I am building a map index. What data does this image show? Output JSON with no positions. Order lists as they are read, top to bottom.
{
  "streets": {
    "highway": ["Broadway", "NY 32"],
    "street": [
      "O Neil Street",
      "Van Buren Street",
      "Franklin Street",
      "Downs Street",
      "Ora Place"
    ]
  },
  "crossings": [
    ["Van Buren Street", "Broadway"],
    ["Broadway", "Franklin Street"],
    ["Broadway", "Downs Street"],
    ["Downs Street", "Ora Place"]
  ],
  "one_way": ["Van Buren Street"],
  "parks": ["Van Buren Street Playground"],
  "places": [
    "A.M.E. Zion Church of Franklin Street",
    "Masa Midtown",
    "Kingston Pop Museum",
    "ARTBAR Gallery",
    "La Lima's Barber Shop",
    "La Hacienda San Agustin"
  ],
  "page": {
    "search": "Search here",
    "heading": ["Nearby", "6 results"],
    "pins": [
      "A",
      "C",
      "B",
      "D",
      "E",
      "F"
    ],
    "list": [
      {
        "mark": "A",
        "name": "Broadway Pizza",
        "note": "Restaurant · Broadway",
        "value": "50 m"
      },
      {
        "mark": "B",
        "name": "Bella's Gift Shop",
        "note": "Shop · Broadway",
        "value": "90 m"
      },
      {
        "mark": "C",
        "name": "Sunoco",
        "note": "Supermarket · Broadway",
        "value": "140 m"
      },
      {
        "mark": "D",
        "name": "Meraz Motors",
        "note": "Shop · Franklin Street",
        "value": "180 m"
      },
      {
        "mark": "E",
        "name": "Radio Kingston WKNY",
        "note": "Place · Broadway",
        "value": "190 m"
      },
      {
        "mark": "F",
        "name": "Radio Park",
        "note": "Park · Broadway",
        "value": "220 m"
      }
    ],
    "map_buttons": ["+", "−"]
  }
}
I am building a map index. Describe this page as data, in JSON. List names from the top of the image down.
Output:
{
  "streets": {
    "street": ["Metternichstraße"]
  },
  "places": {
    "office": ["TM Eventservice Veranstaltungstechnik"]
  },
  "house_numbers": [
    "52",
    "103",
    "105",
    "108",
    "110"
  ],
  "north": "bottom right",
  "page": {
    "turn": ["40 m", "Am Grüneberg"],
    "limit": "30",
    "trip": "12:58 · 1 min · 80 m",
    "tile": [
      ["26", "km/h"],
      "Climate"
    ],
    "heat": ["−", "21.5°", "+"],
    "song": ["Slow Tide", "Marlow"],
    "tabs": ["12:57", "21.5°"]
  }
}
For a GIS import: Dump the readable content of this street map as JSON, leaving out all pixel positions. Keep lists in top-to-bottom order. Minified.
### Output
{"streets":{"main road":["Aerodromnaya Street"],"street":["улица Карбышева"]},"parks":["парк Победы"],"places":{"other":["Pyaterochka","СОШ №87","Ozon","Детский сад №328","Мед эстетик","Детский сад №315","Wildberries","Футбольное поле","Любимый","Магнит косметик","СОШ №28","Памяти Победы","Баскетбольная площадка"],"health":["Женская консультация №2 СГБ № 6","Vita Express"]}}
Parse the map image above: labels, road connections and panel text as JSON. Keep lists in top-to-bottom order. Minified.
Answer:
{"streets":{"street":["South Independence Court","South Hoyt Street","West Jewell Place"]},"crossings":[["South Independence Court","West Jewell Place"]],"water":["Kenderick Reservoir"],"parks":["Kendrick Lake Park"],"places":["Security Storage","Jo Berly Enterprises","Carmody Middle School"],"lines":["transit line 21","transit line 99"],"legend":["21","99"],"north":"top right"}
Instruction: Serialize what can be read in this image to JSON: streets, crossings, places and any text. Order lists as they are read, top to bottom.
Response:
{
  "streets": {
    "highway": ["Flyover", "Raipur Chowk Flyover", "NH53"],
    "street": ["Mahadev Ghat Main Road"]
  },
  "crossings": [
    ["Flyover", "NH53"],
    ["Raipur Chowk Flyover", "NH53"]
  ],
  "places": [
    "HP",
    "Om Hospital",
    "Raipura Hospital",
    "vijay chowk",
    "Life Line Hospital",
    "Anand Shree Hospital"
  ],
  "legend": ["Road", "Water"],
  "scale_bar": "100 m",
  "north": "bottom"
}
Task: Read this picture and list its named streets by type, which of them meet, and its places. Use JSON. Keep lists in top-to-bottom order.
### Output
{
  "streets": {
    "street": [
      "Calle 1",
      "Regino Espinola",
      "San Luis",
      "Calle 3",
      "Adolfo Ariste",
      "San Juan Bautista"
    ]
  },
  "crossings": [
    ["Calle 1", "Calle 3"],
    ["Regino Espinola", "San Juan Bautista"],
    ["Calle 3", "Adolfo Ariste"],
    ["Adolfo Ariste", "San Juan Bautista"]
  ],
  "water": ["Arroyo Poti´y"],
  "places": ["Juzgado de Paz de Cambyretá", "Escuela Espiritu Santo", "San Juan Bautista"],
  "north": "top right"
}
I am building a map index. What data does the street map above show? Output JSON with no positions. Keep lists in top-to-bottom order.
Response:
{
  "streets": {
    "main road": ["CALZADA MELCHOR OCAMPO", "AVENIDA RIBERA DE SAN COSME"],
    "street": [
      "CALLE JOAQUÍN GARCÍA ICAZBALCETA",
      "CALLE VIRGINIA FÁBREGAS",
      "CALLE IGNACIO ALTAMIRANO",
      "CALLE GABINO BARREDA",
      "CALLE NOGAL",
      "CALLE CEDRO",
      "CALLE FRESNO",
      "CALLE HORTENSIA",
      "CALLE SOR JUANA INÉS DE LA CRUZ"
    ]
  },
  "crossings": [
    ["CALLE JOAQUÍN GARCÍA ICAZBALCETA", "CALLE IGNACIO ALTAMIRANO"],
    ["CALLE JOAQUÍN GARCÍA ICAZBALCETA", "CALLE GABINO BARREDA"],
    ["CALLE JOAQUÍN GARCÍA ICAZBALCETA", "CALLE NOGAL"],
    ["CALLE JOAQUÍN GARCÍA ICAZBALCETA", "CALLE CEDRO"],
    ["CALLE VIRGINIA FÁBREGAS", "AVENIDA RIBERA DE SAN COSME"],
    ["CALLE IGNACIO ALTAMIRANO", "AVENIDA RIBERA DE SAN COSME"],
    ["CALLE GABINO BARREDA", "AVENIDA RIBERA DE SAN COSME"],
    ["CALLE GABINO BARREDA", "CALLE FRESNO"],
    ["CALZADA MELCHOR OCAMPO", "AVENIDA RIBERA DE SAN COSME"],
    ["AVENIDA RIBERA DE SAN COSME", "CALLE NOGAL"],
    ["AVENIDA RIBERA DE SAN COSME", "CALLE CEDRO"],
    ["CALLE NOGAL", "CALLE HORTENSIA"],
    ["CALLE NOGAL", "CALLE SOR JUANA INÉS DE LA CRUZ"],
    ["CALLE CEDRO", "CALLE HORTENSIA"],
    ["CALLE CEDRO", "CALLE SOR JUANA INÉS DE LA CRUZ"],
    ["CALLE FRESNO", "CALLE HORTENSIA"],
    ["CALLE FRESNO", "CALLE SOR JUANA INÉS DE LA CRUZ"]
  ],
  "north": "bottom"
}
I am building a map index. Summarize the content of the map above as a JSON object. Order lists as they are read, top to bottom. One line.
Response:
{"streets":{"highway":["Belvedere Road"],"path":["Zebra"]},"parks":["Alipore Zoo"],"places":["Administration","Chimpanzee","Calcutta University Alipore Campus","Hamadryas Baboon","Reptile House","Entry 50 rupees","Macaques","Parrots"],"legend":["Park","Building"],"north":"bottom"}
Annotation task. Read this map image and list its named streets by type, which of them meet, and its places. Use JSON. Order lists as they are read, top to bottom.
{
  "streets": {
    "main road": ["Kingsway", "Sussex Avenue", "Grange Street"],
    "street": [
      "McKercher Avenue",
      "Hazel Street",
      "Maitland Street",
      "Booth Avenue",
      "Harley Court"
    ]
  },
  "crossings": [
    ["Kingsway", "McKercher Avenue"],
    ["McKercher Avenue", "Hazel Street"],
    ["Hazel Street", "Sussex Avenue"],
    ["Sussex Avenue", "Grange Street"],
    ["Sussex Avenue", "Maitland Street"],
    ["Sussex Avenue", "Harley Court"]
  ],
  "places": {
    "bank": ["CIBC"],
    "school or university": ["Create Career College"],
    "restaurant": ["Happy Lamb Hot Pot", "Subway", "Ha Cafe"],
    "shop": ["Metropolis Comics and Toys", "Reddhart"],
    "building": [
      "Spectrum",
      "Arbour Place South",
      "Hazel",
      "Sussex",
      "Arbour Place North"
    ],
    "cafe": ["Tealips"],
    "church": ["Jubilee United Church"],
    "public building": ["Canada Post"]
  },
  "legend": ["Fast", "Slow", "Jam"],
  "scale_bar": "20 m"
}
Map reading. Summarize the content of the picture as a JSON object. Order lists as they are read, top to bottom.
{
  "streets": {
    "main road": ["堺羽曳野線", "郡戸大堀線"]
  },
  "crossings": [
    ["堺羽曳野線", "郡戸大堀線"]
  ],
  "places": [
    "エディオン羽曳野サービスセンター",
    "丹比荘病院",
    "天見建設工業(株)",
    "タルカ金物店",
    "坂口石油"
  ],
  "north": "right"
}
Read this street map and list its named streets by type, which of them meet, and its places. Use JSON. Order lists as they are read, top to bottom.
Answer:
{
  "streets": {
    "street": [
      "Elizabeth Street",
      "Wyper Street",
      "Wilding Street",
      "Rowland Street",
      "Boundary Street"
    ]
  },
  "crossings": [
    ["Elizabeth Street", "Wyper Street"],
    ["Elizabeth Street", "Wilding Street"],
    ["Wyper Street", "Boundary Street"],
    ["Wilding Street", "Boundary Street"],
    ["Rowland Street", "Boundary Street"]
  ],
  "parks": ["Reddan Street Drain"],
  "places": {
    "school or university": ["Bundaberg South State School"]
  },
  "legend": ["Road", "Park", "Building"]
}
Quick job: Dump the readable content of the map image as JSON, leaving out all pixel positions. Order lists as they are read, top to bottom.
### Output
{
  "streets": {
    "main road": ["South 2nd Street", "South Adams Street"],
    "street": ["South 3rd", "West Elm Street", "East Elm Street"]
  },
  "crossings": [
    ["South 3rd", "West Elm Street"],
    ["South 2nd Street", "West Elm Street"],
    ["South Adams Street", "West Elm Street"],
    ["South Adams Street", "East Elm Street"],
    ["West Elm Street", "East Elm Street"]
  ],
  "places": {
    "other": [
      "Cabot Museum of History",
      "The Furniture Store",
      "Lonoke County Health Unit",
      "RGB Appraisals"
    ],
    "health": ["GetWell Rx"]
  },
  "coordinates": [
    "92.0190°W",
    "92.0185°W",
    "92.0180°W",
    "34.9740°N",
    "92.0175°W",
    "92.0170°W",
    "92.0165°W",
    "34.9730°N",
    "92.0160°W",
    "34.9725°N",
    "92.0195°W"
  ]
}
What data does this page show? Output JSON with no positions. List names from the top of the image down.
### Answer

* * * * * * *

Required work: Wherever the word "text" appears in a line of the data, copy that line.

Response to the exercise:
Parse the map image above: labels, road connections and panel text as JSON. Keep lists in top-to-bottom order. Minified.
Instruction: Serialize what can be read in this image to JSON: streets, crossings, places and any text. Order lists as they are read, top to bottom.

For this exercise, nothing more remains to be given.